** Entries provided follows **
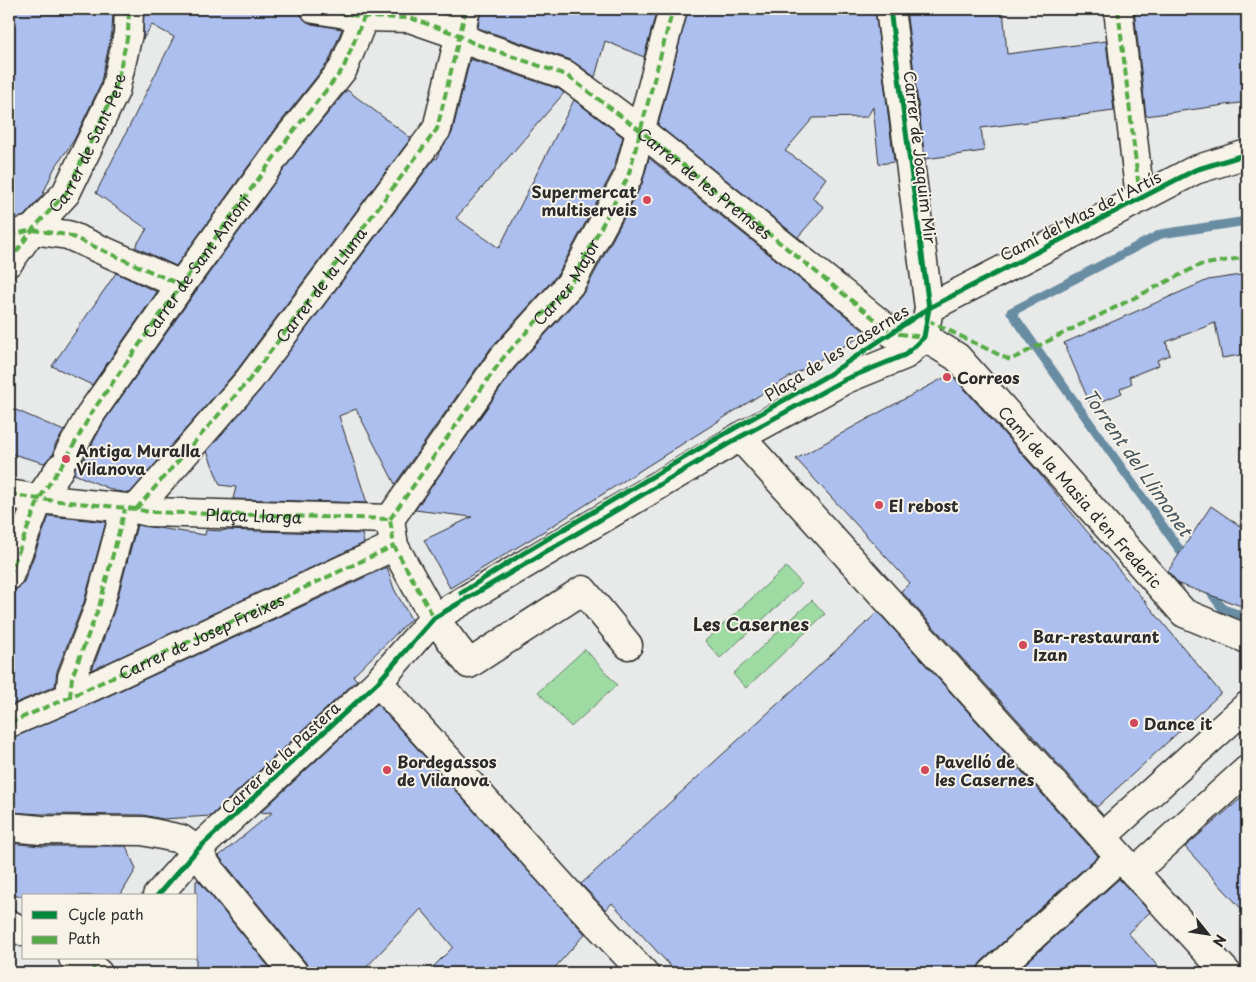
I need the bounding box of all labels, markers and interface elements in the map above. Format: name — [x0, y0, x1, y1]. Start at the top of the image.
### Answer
street label: Carrer de Joaquim Mir — [898, 69, 944, 246]
street label: Carrer de Sant Pere — [42, 71, 131, 218]
street label: Carrer de les Premses — [633, 121, 778, 244]
street label: Camí del Mas de l'Artís — [995, 164, 1165, 266]
place label: Supermercat multiserveis — [532, 179, 637, 221]
street label: Carrer de Sant Antoni — [136, 189, 255, 343]
marker: Supermercat multiserveis — [641, 194, 653, 206]
street label: Carrer de la Lluna — [269, 221, 372, 347]
street label: Carrer Major — [526, 233, 605, 330]
street label: Plaça de les Casernes — [759, 298, 913, 406]
place label: Correos — [957, 365, 1020, 389]
marker: Correos — [941, 371, 953, 383]
water label: Torrent del Llimonet — [1077, 383, 1201, 543]
street label: Camí de la Masia d'en Frederic — [993, 400, 1168, 593]
place label: Antiga Muralla Vilanova — [76, 438, 201, 480]
marker: Antiga Muralla Vilanova — [60, 453, 72, 465]
place label: El rebost — [889, 493, 959, 517]
marker: El rebost — [873, 499, 885, 511]
street label: Plaça Llarga — [205, 502, 302, 528]
street label: Carrer de Josep Freixes — [115, 587, 288, 685]
district label: Les Casernes — [693, 610, 809, 637]
place label: Bar-restaurant Izan — [1033, 624, 1160, 666]
marker: Bar-restaurant Izan — [1017, 639, 1029, 651]
street label: Carrer de la Pastera — [215, 695, 345, 819]
place label: Dance it — [1144, 711, 1213, 735]
marker: Dance it — [1128, 717, 1140, 729]
place label: Bordegassos de Vilanova — [397, 749, 497, 791]
place label: Pavelló de les Casernes — [935, 749, 1035, 791]
marker: Bordegassos de Vilanova — [381, 764, 393, 776]
marker: Pavelló de les Casernes — [919, 764, 931, 776]
legend — [22, 894, 198, 960]
text: Cycle path — [68, 902, 144, 925]
north arrow — [1184, 910, 1234, 960]
text: Path — [68, 926, 100, 949]
text: N — [1208, 931, 1232, 951]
** End of Entries provided **
Give the material again exactly as it is, but keep the pictures out.

--- Response below ---
I need the bounding box of all labels, markers and interface elements in the map above. Format: name — [x0, y0, x1, y1]. Start at the top of the image.
### Answer
street label: Carrer de Joaquim Mir — [898, 69, 944, 246]
street label: Carrer de Sant Pere — [42, 71, 131, 218]
street label: Carrer de les Premses — [633, 121, 778, 244]
street label: Camí del Mas de l'Artís — [995, 164, 1165, 266]
place label: Supermercat multiserveis — [532, 179, 637, 221]
street label: Carrer de Sant Antoni — [136, 189, 255, 343]
marker: Supermercat multiserveis — [641, 194, 653, 206]
street label: Carrer de la Lluna — [269, 221, 372, 347]
street label: Carrer Major — [526, 233, 605, 330]
street label: Plaça de les Casernes — [759, 298, 913, 406]
place label: Correos — [957, 365, 1020, 389]
marker: Correos — [941, 371, 953, 383]
water label: Torrent del Llimonet — [1077, 383, 1201, 543]
street label: Camí de la Masia d'en Frederic — [993, 400, 1168, 593]
place label: Antiga Muralla Vilanova — [76, 438, 201, 480]
marker: Antiga Muralla Vilanova — [60, 453, 72, 465]
place label: El rebost — [889, 493, 959, 517]
marker: El rebost — [873, 499, 885, 511]
street label: Plaça Llarga — [205, 502, 302, 528]
street label: Carrer de Josep Freixes — [115, 587, 288, 685]
district label: Les Casernes — [693, 610, 809, 637]
place label: Bar-restaurant Izan — [1033, 624, 1160, 666]
marker: Bar-restaurant Izan — [1017, 639, 1029, 651]
street label: Carrer de la Pastera — [215, 695, 345, 819]
place label: Dance it — [1144, 711, 1213, 735]
marker: Dance it — [1128, 717, 1140, 729]
place label: Bordegassos de Vilanova — [397, 749, 497, 791]
place label: Pavelló de les Casernes — [935, 749, 1035, 791]
marker: Bordegassos de Vilanova — [381, 764, 393, 776]
marker: Pavelló de les Casernes — [919, 764, 931, 776]
legend — [22, 894, 198, 960]
text: Cycle path — [68, 902, 144, 925]
north arrow — [1184, 910, 1234, 960]
text: Path — [68, 926, 100, 949]
text: N — [1208, 931, 1232, 951]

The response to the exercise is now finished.